Heaven — The Eternal Playground

Requiescat in pace!” After some 40 years of 9 to 5? Give me a break. We already rested the last 10 years. Sitting on either side of God’s throne, or at the feet of Virgin Mary, or enjoying 72 other virgins (and then what?) for all eternity is not my idea of fun. I find it strange that people who attest to the immortality of ‘soul’, lose sight of the fact that if soul — or the indestructible individualization of the Omnipresent Consciousness — is immortal, then it must retain its free will forever. And I refuse to sit around and do nothing.
Exeunt religions.
Admittedly here, in this illusory reality of Earth, many exercise their will almost exclusively to delay their ascent to the Fields of Dreams. Yet, once freed from the confines of our physical bodies we can let loose, without the danger imposed by the immutable Law of Karma.
Finally we reached the Eternal Playground! Although the first heaven is more like a playpen…
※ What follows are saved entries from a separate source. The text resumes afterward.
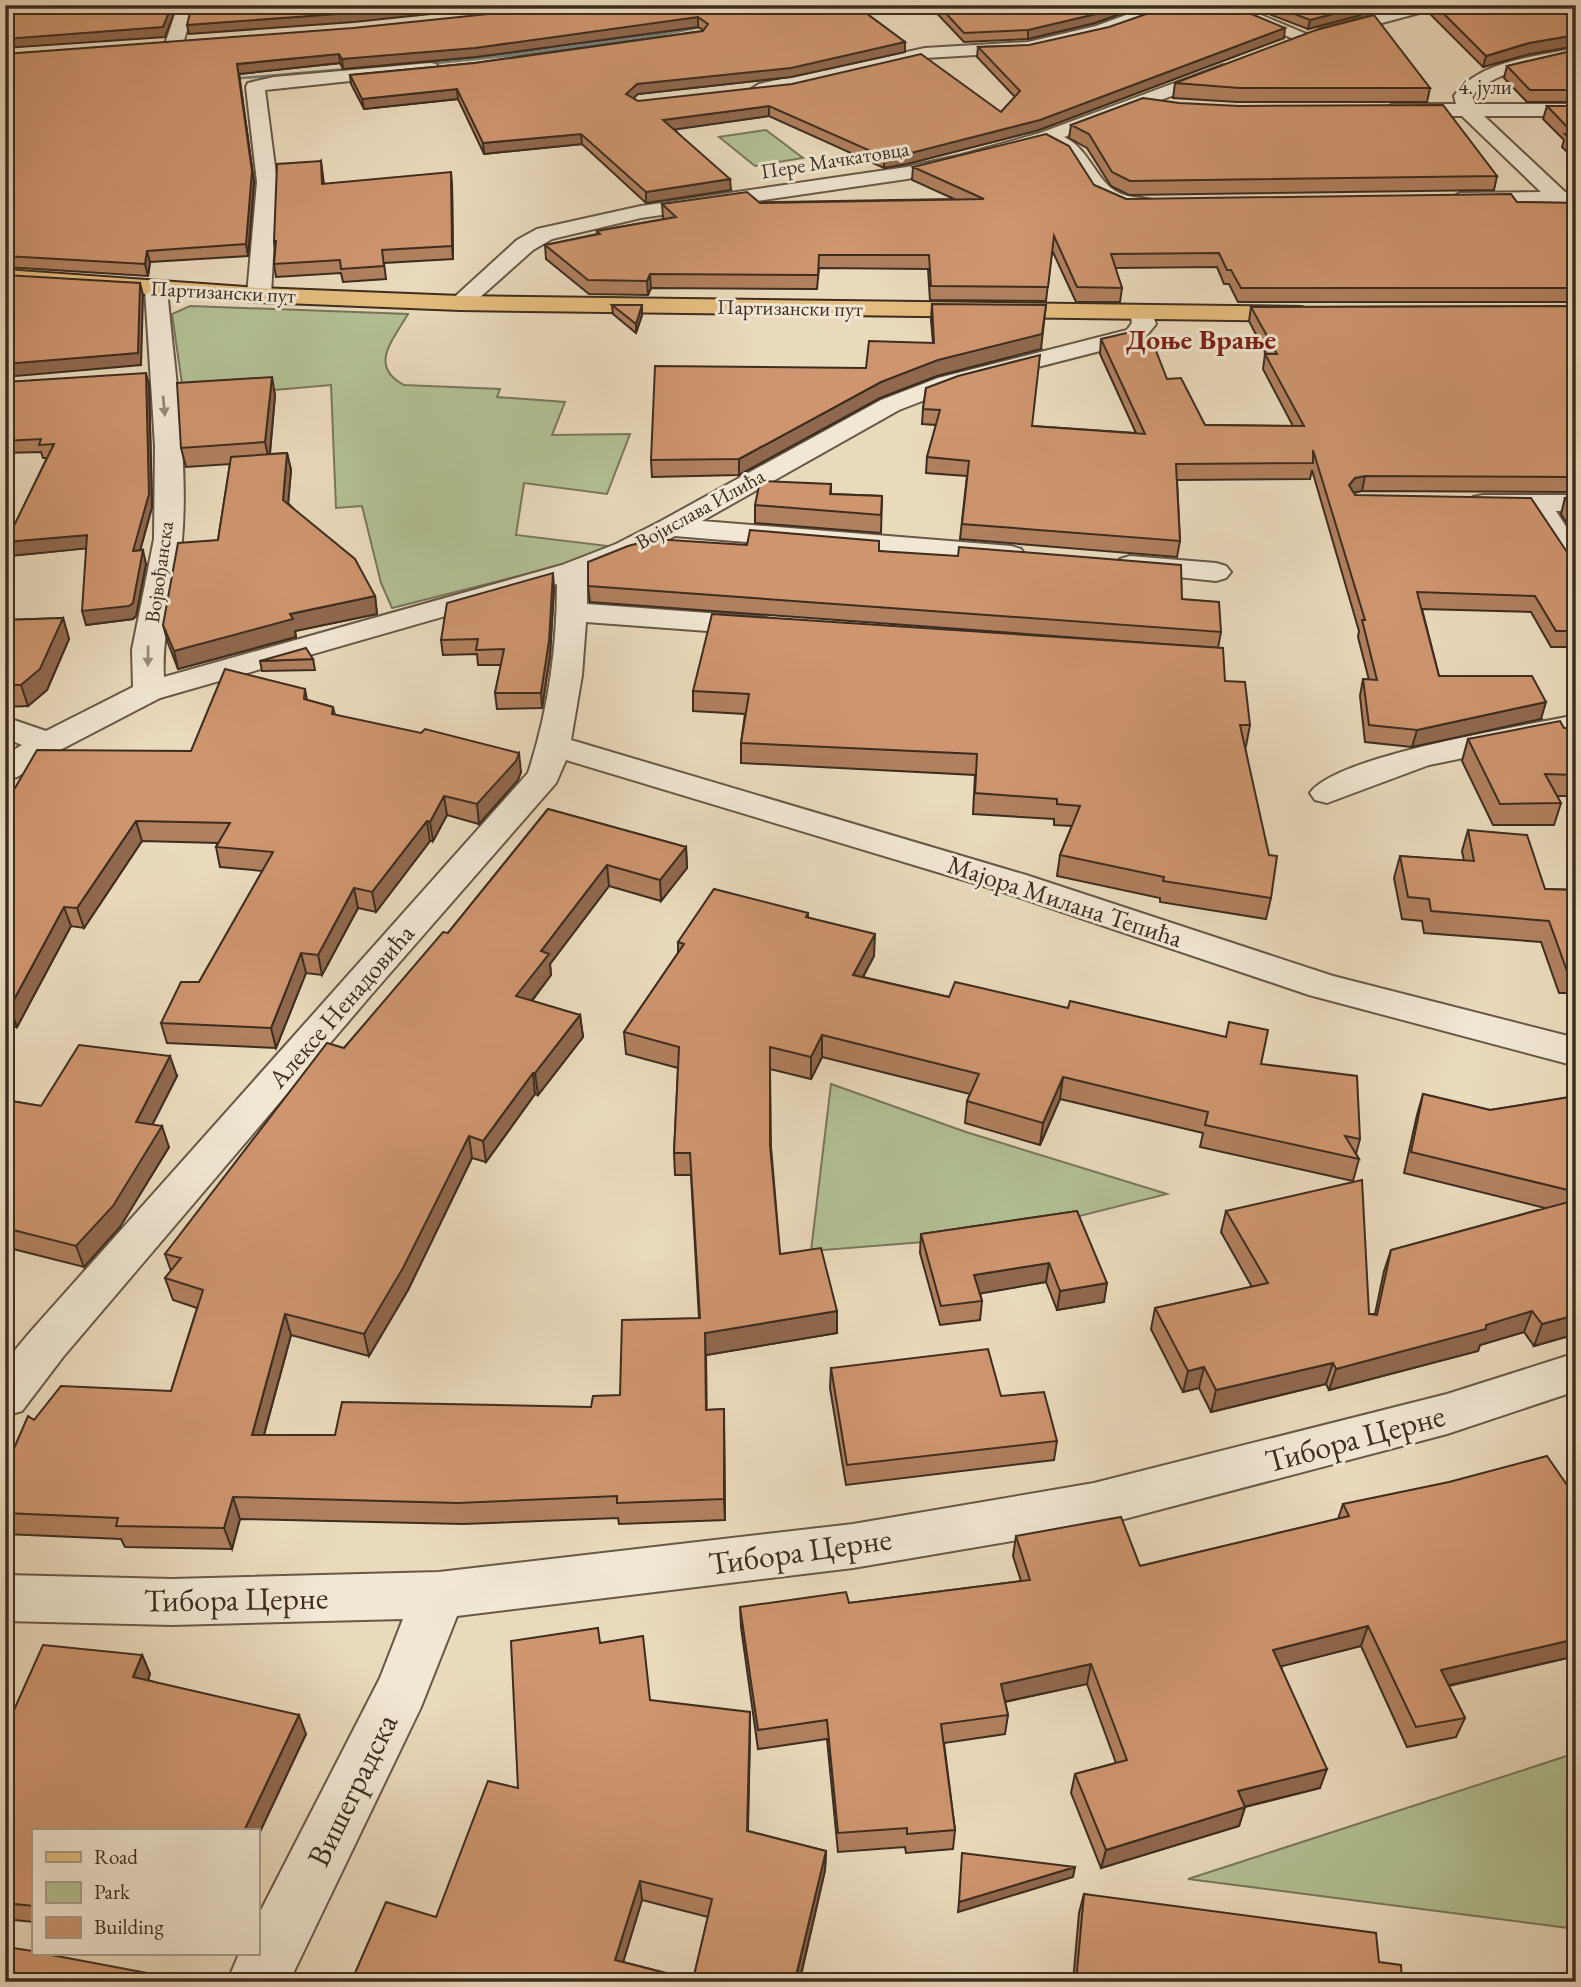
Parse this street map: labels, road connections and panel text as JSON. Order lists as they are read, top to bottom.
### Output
{
  "streets": {
    "main road": ["Партизански пут"],
    "street": [
      "4. јули",
      "Пере Мачкатовца",
      "Војислава Илића",
      "Војвођанска",
      "Мајора Милана Тепића",
      "Алексе Ненадовића",
      "Тибора Церне",
      "Вишеградска"
    ]
  },
  "crossings": [
    ["Пере Мачкатовца", "Партизански пут"],
    ["Партизански пут", "Војислава Илића"],
    ["Партизански пут", "Војвођанска"],
    ["Војислава Илића", "Војвођанска"],
    ["Војислава Илића", "Алексе Ненадовића"],
    ["Мајора Милана Тепића", "Алексе Ненадовића"],
    ["Тибора Церне", "Вишеградска"]
  ],
  "one_way": ["Војвођанска"],
  "districts": ["Доње Врање"],
  "legend": ["Road", "Park", "Building"]
}
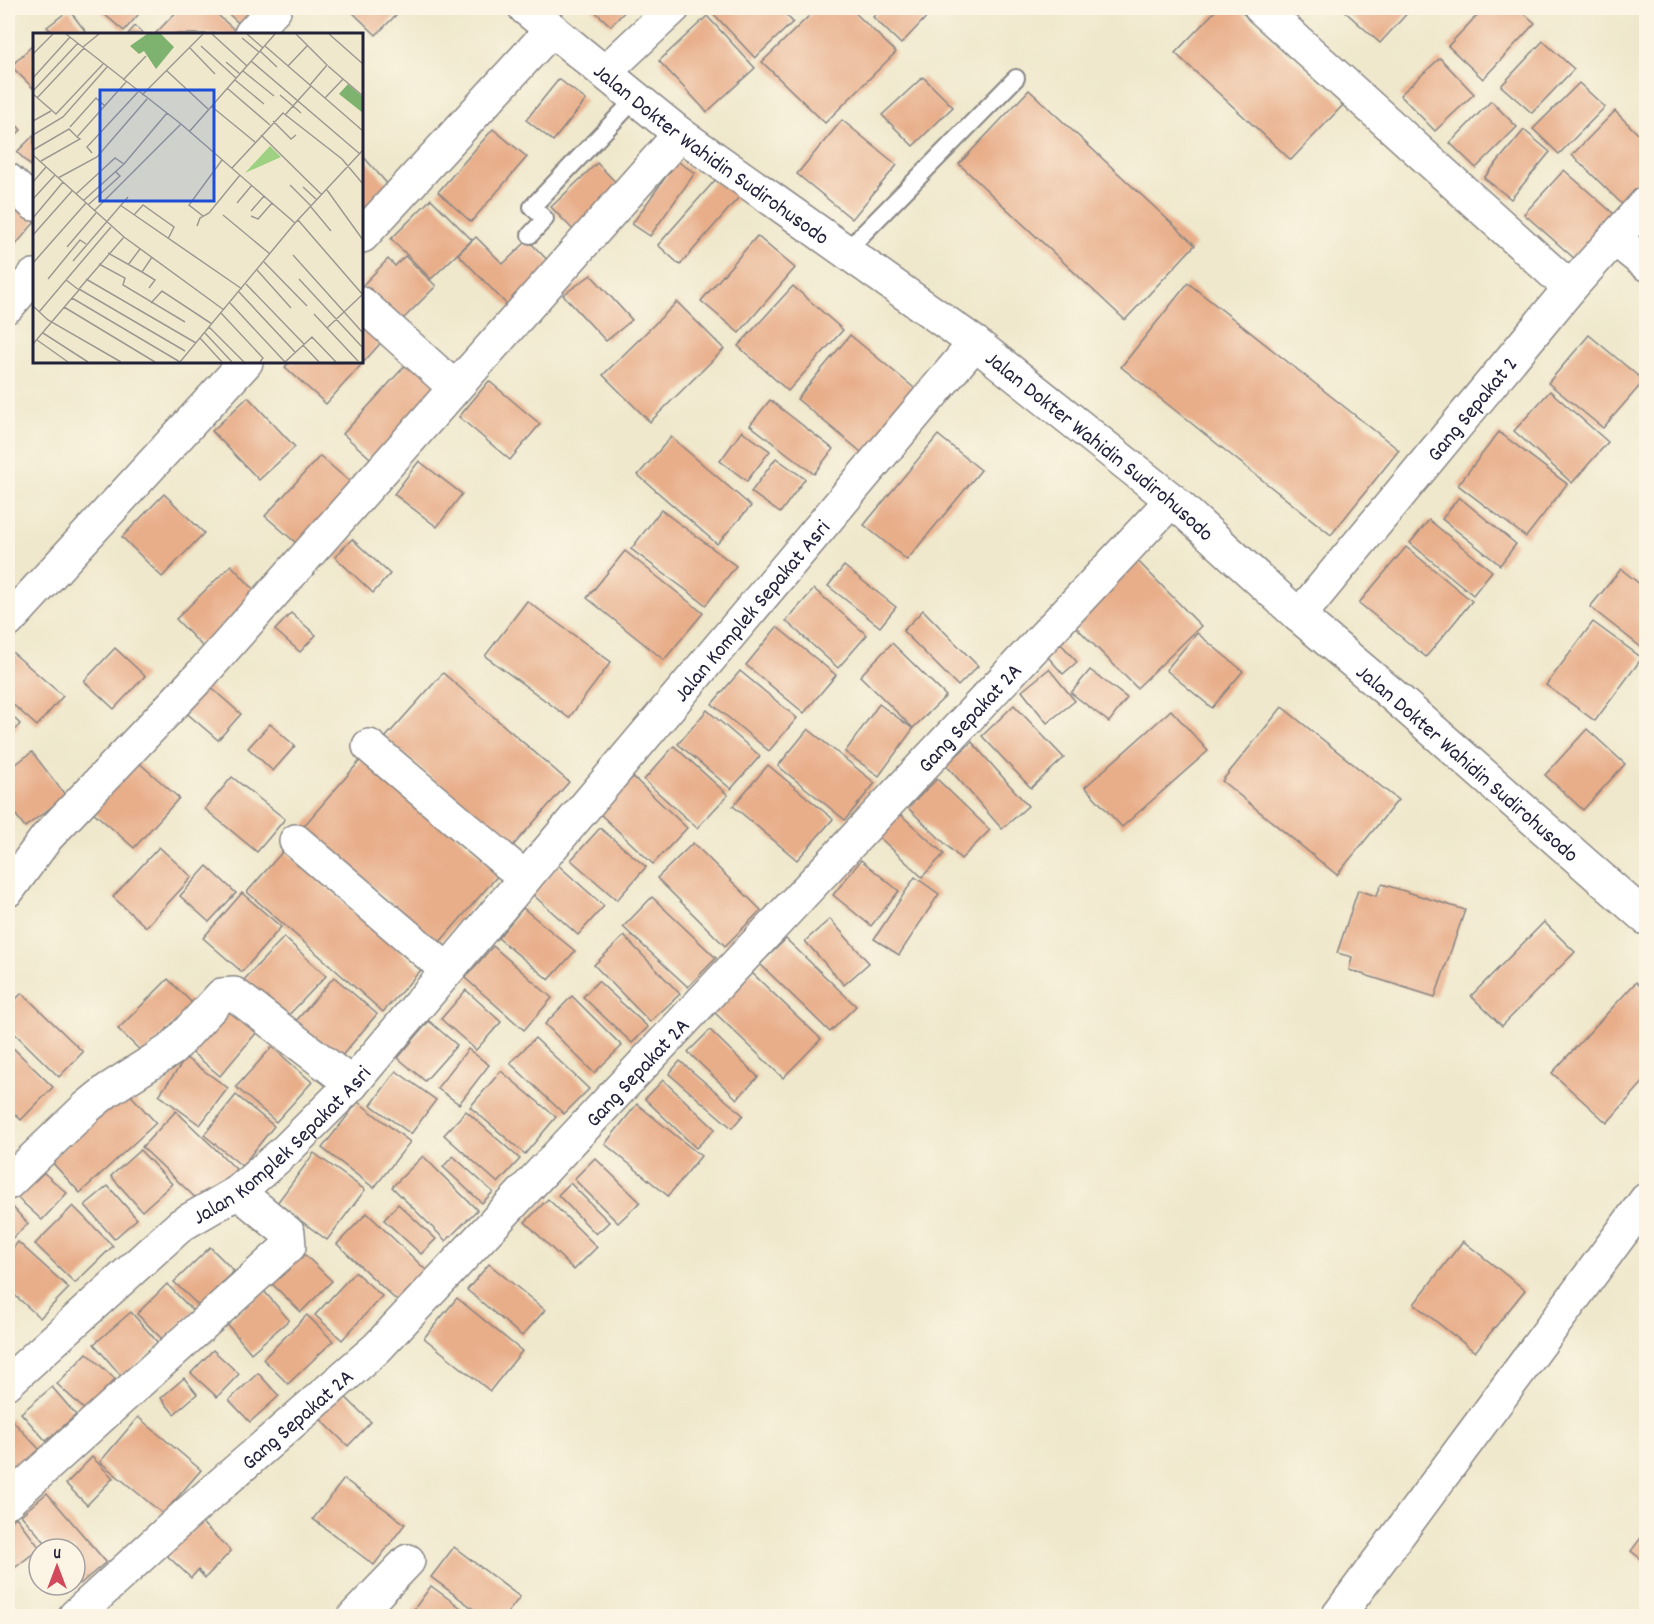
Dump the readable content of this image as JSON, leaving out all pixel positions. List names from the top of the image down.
{
  "streets": {
    "street": [
      "Jalan Dokter Wahidin Sudirohusodo",
      "Gang Sepakat 2",
      "Jalan Komplek Sepakat Asri",
      "Gang Sepakat 2A"
    ]
  },
  "crossings": [
    ["Jalan Dokter Wahidin Sudirohusodo", "Gang Sepakat 2"],
    ["Jalan Dokter Wahidin Sudirohusodo", "Jalan Komplek Sepakat Asri"],
    ["Jalan Dokter Wahidin Sudirohusodo", "Gang Sepakat 2A"]
  ],
  "north": "top"
}
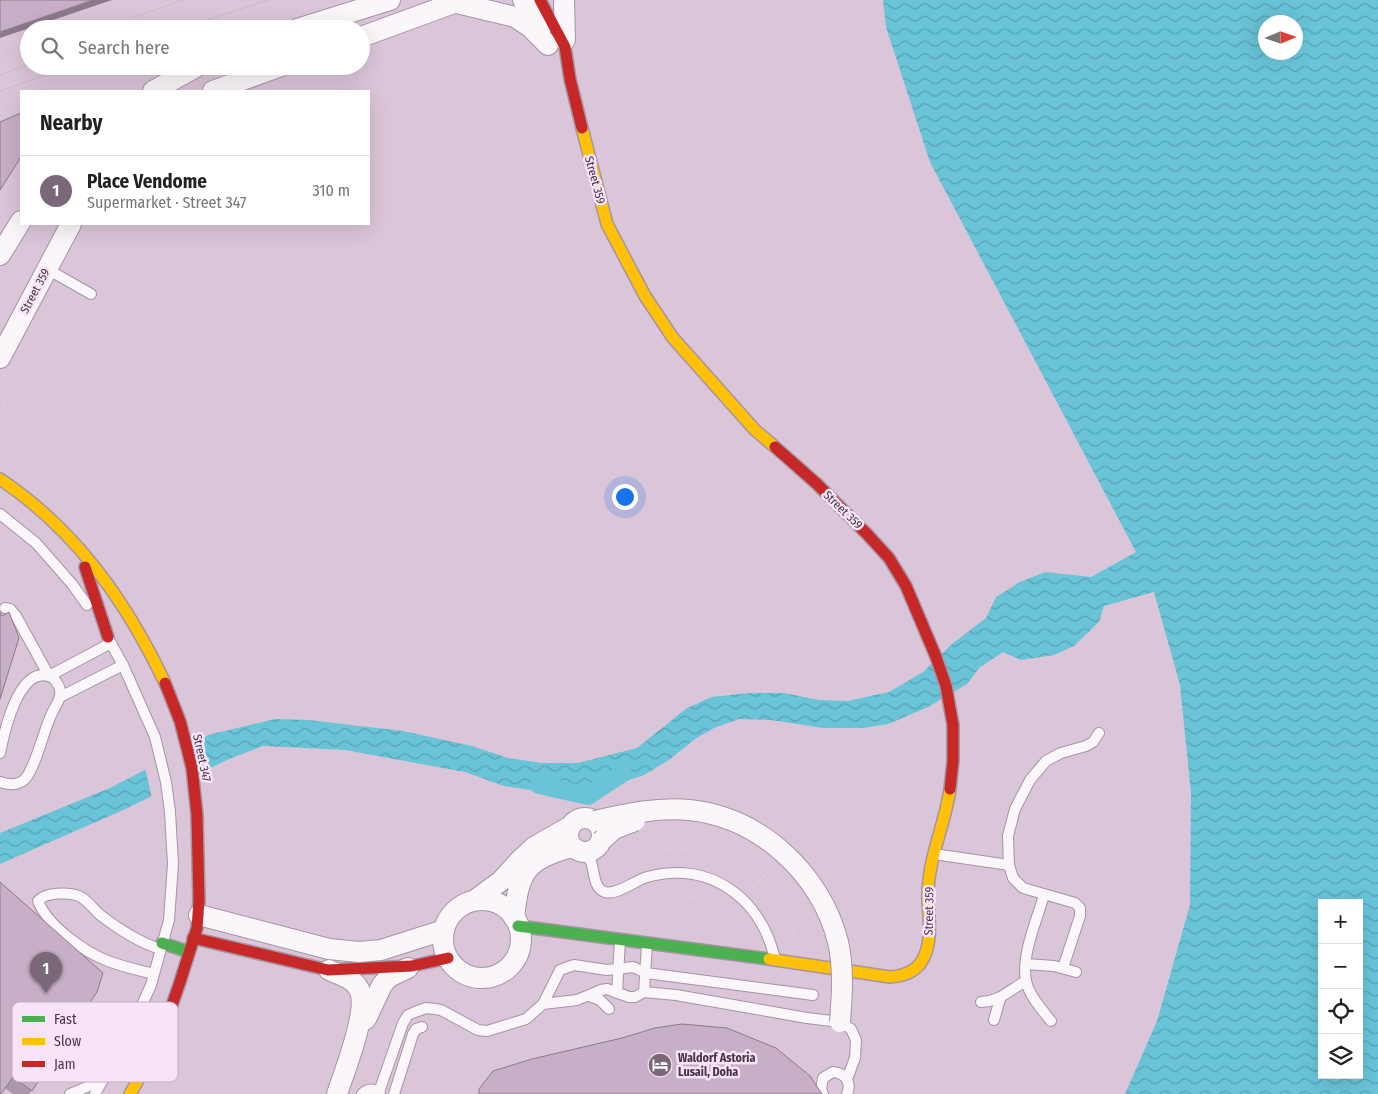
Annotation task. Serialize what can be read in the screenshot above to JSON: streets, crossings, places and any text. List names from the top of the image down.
{
  "streets": {
    "street": ["Street 359", "Street 347"]
  },
  "places": {
    "hotel": ["Waldorf Astoria Lusail, Doha"]
  },
  "legend": ["Fast", "Slow", "Jam"],
  "north": "right",
  "page": {
    "search": "Search here",
    "heading": "Nearby",
    "list": [
      {
        "mark": "1",
        "name": "Place Vendome",
        "note": "Supermarket · Street 347",
        "value": "310 m"
      }
    ],
    "map_buttons": ["+", "−"],
    "pins": "1"
  }
}
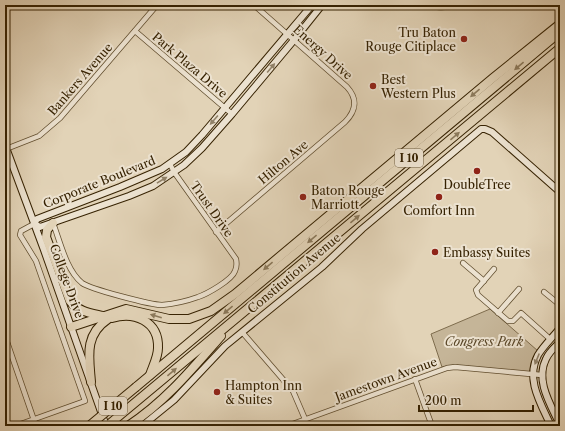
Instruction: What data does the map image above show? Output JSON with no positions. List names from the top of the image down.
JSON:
{
  "streets": {
    "highway": ["I 10"],
    "street": [
      "Energy Drive",
      "Park Plaza Drive",
      "Bankers Avenue",
      "Hilton Ave",
      "Corporate Boulevard",
      "Trust Drive",
      "Constitution Avenue",
      "College Drive",
      "Jamestown Avenue"
    ]
  },
  "crossings": [
    ["Energy Drive", "Hilton Ave"],
    ["Energy Drive", "Corporate Boulevard"],
    ["Park Plaza Drive", "Bankers Avenue"],
    ["Park Plaza Drive", "Corporate Boulevard"],
    ["Bankers Avenue", "College Drive"],
    ["I 10", "College Drive"],
    ["Hilton Ave", "Trust Drive"],
    ["Corporate Boulevard", "Trust Drive"],
    ["Corporate Boulevard", "College Drive"]
  ],
  "parks": ["Congress Park"],
  "places": [
    "Tru Baton Rouge Citiplace",
    "Best Western Plus",
    "DoubleTree",
    "Baton Rouge Marriott",
    "Comfort Inn",
    "Embassy Suites",
    "Hampton Inn & Suites"
  ],
  "scale_bar": "200 m"
}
In our dreams there is no Karma. We do not suffer any consequences of our ‘misdeeds’. We can no longer ‘go’ to hell! In fact, there is no hell in Hinduism, Buddhism, Hebraism, Sufism, nor any other religion that do not use the carrot and the stick as a means of subjugating their ‘faithful’—to make them obedient sheep. To quote Einstein: 

In order to be an immaculate member of a flock of sheep
one must above all be a sheep oneself”.

Sheep can only react to their environment. They have no free will to say ‘no’. We, the people, aspire to gain greater awareness of being immortal individualizations of consciousness. We only spend a short time in the illusory physical form for the purpose of enriching our subconscious.
Once we leave our carcasses behind, we can enjoy the acquired knowledge of positive resolutions of the problems we have set before us, in the reality of space and time. In heaven, once we learn the Universal Laws governing inner realities, “we can get away with murder”. In heaven, of course, murder is a misnomer. The immortal is also indestructible.
On the other hand if, while on Earth, someone wronged us, and we chose not to “forgive and forget”, we are stuck with our biased attitudes until our next reincarnation, wherein we can remedy the relationship or the situation.
We must never forget that we alone decide on the circumstances of our next embodiment. We have no one to blame if things do not come out quite right. In each reincarnation we are taking, again, the first steps on the rest of our immortal journey. Thus loving everyone, in spite of his or her often-abysmal traits (ha, ha!), sounds like a good idea. It is an act of self-preservation—of enhancing our private, personal heaven.

That’s it.
There are great many delusions propagated by both, our scientists and our religious organizations. We do not have to submit to them. We have free will.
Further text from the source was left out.